▶ Work instructions: At the line with "80 m²</p><p>Bridgeview Place</p></div></li>", start repeating the data, and continue line by line through the final line, exactly.

Data Start Marker

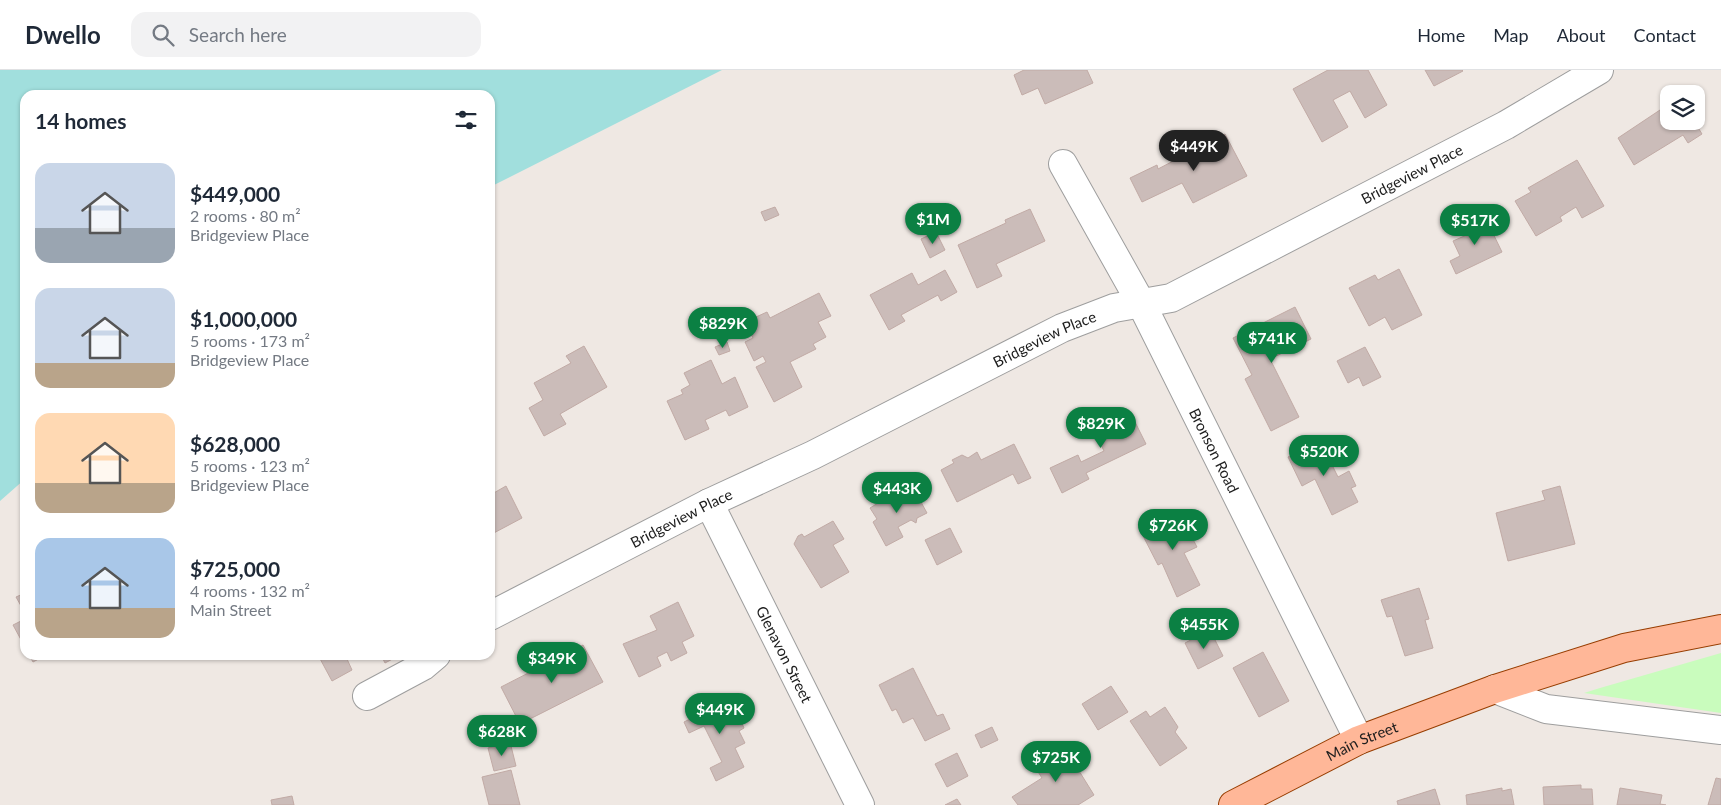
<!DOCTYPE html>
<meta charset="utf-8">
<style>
body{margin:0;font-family:Lato,sans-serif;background:#f2f2f3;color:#1f2937;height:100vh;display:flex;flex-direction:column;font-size:19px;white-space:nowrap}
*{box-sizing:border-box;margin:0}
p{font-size:16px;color:#747a83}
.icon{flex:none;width:28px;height:28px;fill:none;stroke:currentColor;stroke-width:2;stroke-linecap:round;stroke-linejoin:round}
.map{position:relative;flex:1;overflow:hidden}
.sheet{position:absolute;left:20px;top:20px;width:475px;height:570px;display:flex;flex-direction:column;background:#fff;border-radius:15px;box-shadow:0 1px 4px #0004}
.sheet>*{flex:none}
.controls{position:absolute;left:1660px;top:15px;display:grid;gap:10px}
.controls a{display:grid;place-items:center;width:45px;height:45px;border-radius:10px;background:#fff;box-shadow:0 1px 4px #0004;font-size:25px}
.price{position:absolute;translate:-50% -42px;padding:0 11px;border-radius:18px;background:#0b8043;color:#fff;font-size:16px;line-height:32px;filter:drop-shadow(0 1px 2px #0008)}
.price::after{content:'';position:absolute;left:50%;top:30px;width:15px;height:11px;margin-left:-8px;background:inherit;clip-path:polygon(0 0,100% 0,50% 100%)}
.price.on{background:#222;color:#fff}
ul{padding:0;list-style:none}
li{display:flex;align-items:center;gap:15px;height:125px;padding:0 15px}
li span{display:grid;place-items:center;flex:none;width:140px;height:100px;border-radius:15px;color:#555}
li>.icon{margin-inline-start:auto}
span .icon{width:60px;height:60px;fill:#fffc;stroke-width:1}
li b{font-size:21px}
h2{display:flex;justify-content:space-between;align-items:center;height:60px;padding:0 15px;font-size:21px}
header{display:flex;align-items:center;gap:30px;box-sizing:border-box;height:70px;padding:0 25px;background:#fff;border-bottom:1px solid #e0e1e3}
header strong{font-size:24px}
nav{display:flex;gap:28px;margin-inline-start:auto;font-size:18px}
.search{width:350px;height:45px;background:#f2f2f3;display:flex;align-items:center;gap:12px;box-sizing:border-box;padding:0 18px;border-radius:15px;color:#747a83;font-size:19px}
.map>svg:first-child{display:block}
.park{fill:#c9fcbd}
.water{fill:#a1dfdd}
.building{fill:#cbbcb9;stroke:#c1aaa5}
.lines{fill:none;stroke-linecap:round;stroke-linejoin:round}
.minor-casing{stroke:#9e9e9e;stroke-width:30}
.major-casing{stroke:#973d00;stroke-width:30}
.minor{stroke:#fff;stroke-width:28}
.major{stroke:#ffb798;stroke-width:28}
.labels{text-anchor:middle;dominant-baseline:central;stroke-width:4;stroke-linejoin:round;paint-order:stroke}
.street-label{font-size:15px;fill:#1d1d1d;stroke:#fff}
</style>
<header>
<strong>Dwello</strong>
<div class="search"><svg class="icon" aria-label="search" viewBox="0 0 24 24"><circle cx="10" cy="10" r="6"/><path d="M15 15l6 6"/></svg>Search here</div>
<nav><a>Home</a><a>Map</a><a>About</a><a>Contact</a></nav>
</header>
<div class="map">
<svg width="1721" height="735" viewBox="0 0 1721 735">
<rect width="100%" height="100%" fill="#efe8e3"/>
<path class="park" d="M1721,583v60l-137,-20 16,-5z"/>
<path class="water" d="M0,0h722l-232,117v-92h-465v384l-25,22z"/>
<path class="building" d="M1024,0h63l6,13 -48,21 -7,-16 -16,7 -8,-20z
M1328,0h40l19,35 -22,13 -15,-27 -17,9 15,27 -26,15 -29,-53z
M1425,0h37l1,1 -29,15z
M1669,34v17h25l8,13 -14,9 -5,-8 -49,30 -16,-27z
M1225,64l22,42 -54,27 -11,-20 -40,19 -12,-24 27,-13 1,4z
M1577,90l27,46 -22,12 -6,-11 -16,10 2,4 -26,15 -21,-35 16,-9 -3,-4z
M775,137l4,8 -14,6 -4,-9z
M1030,139l15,32 -49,23 6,12 -25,12 -19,-43 48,-22 -1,-3z
M1485,147l17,35 -46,22 -6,-13 10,-5 -7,-15 16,-7 -4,-8z
M936,162l9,18 -15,8 -9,-19z
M1399,199l23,46 -30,15 -7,-13 -16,9 -20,-38 26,-13 3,5z
M945,200l12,22 -16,9 -3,-6 -37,20 4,6 -16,9 -19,-35 42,-22 6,12z
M819,223l12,23 -13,6 8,15 -13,7 3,5 -26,13 12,25 -28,15 -18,-35 10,-5 -3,-6 -9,5 -9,-19 8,-4 -8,-16 22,-10 3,6z
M1295,237l16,32 -41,20 29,58 -28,14 -26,-52 7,-4 -19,-37z
M727,272l3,9 -11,4 -4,-8z
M584,276l23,41 -47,27 6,10 -22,12 -15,-28 14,-8 -9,-17 37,-20 -5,-7z
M1365,277l16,30 -18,9 -4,-9 -11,6 -11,-22z
M711,290l11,24 13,-7 13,30 -19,9 -3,-6 -21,10 4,9 -24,11 -18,-39 16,-7 -2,-4 9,-5 -6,-12z
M1111,338l5,11 14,-7 16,32 -60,29 3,6 -27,14 -12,-25 28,-13 3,7 23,-11 -10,-21 5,-2 -5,-11z
M1320,371l18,36 11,-6 7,15 -5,2 7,14 -26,13 -17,-36 -13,7 -14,-29z
M1014,374l17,34 -13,6 -5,-10 -56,28 -16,-32 13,-7 -2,-3 10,-5 6,3 9,-6 4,8z
M907,415l5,10 4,-2 11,20 -10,5 -1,5 -5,-3 -13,7 5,10 -17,9 -13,-24 4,-3 -7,-11z
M506,416l16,32 -32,17v-45l2,4z
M1560,416l15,58 -67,17 -12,-48 49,-13 -3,-9z
M1178,441l19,36 -13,6 16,32 -23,12 -15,-34 -4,2 -18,-35z
M833,451l11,18 -11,6 16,27 -28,16 -27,-44 4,-8 4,-2 2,3z
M950,458l12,24 -25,13 -12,-25z
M1419,518l10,31 -4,1 8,28 -28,8 -13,-40 -5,1 -6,-17z
M25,523v20l-9,-16z
M678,532l16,34 -12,6 5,11 -16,8 -4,-9 -10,5 4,9 -22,11 -16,-33 34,-14 -7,-14z
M25,549v28l-12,-22z
M1210,560l13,26 -25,13 -13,-26z
M583,575l20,37 -83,42 -19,-37z
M1263,582l26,49 -30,16 -26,-49z
M29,585h17l-13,7z
M318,585h37l-8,4 5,11 -20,11z
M381,585h19l-15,8z
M913,598l24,48 6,-2 7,15 -25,12 -12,-23 -10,5 -7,-14 -4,2 -13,-26z
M1111,616l17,26 -30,18 -16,-26z
M719,625l13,26 7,-4 5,11 -5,3 6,12 -10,5 9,19 -28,14 -6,-13 12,-6 -18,-36 -15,7 -5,-11 18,-9 -4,-8z
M1165,637l13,20 -3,5 12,16 -27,18 -30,-45 16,-10 4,6z
M992,657l6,13 -17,8 -6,-13z
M510,672l6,24 -22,5 -6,-23z
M1063,675l31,50 -16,10h-60l-6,-8 30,-19 -9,-14z
M957,683l11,23 -21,11 -12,-23z
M511,700l9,35h-31l-7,-28z
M1716,708l5,1v26h-13z
M1581,715v4h11l1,16h-49l-1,-18z
M1502,718v3l9,-2 3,16h-47l-1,-10z
M1620,718l42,7 -2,9 6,1h-49z
M1435,719l5,16h-42l-1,-4z
M292,726l2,9h-22l-1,-5z
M957,729l4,6h-16z"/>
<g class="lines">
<g class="minor-casing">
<g id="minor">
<path id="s1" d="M1063,94l78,139 218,437"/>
<path id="s2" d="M709,433l151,302"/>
<path id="s3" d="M490,546l219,-113 104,-48 249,-127 52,-20 57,-10 335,-173 93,-55"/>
<path d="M1495,619l51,20 175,21"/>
<path d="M367,626l56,-30 13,-11"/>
</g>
</g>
<g class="major-casing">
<g id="major">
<path id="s4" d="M1233,735l126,-65 136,-51 129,-41 97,-19"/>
</g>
</g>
<use href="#minor" class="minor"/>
<use href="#major" class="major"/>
</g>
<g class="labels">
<g class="street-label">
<text stroke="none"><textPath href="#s3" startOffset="1025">Bridgeview Place</textPath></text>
<text stroke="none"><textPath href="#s3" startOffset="620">Bridgeview Place</textPath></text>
<text stroke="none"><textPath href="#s1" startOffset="324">Bronson Road</textPath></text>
<text stroke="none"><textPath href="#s3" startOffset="215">Bridgeview Place</textPath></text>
<text stroke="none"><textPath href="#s2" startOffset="169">Glenavon Street</textPath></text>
<text stroke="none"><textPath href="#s4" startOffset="144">Main Street</textPath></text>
</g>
</g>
</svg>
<div class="controls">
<a><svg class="icon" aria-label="layers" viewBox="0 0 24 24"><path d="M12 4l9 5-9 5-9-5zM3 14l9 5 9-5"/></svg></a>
</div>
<b class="price on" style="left:1194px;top:102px">$449K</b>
<b class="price" style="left:933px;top:175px">$1M</b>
<b class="price" style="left:1475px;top:176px">$517K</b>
<b class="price" style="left:723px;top:279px">$829K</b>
<b class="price" style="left:1272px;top:294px">$741K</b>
<b class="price" style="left:1101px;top:379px">$829K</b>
<b class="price" style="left:1324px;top:407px">$520K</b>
<b class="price" style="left:897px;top:444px">$443K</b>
<b class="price" style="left:1173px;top:481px">$726K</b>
<b class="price" style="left:1204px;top:580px">$455K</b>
<b class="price" style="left:552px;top:614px">$349K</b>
<b class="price" style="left:720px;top:665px">$449K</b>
<b class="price" style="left:502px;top:687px">$628K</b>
<b class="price" style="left:1056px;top:713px">$725K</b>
<section class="sheet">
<h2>14 homes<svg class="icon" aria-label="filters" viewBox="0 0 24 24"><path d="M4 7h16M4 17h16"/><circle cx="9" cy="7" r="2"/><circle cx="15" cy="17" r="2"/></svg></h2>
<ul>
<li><span style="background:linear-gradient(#c9d6e8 65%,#9aa5b1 0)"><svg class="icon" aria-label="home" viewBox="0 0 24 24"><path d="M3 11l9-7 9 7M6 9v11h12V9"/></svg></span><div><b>$449,000</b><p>2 rooms · 80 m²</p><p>Bridgeview Place</p></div></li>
<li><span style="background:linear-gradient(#c9d6e8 75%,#b9a48a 0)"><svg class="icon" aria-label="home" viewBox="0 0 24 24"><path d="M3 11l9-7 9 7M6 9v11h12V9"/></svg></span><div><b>$1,000,000</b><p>5 rooms · 173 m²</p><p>Bridgeview Place</p></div></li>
<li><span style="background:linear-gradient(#ffd9b3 70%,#b9a48a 0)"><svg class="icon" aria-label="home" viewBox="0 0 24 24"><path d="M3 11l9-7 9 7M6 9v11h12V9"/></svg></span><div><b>$628,000</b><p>5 rooms · 123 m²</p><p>Bridgeview Place</p></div></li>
<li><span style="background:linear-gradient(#a9c7e8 70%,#b9a48a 0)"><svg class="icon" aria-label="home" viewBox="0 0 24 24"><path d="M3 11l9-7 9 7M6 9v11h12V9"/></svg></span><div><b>$725,000</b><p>4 rooms · 132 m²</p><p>Main Street</p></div></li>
</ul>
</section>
</div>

Data End Marker

▶ Response:
<li><span style="background:linear-gradient(#c9d6e8 65%,#9aa5b1 0)"><svg class="icon" aria-label="home" viewBox="0 0 24 24"><path d="M3 11l9-7 9 7M6 9v11h12V9"/></svg></span><div><b>$449,000</b><p>2 rooms · 80 m²</p><p>Bridgeview Place</p></div></li>
<li><span style="background:linear-gradient(#c9d6e8 75%,#b9a48a 0)"><svg class="icon" aria-label="home" viewBox="0 0 24 24"><path d="M3 11l9-7 9 7M6 9v11h12V9"/></svg></span><div><b>$1,000,000</b><p>5 rooms · 173 m²</p><p>Bridgeview Place</p></div></li>
<li><span style="background:linear-gradient(#ffd9b3 70%,#b9a48a 0)"><svg class="icon" aria-label="home" viewBox="0 0 24 24"><path d="M3 11l9-7 9 7M6 9v11h12V9"/></svg></span><div><b>$628,000</b><p>5 rooms · 123 m²</p><p>Bridgeview Place</p></div></li>
<li><span style="background:linear-gradient(#a9c7e8 70%,#b9a48a 0)"><svg class="icon" aria-label="home" viewBox="0 0 24 24"><path d="M3 11l9-7 9 7M6 9v11h12V9"/></svg></span><div><b>$725,000</b><p>4 rooms · 132 m²</p><p>Main Street</p></div></li>
</ul>
</section>
</div>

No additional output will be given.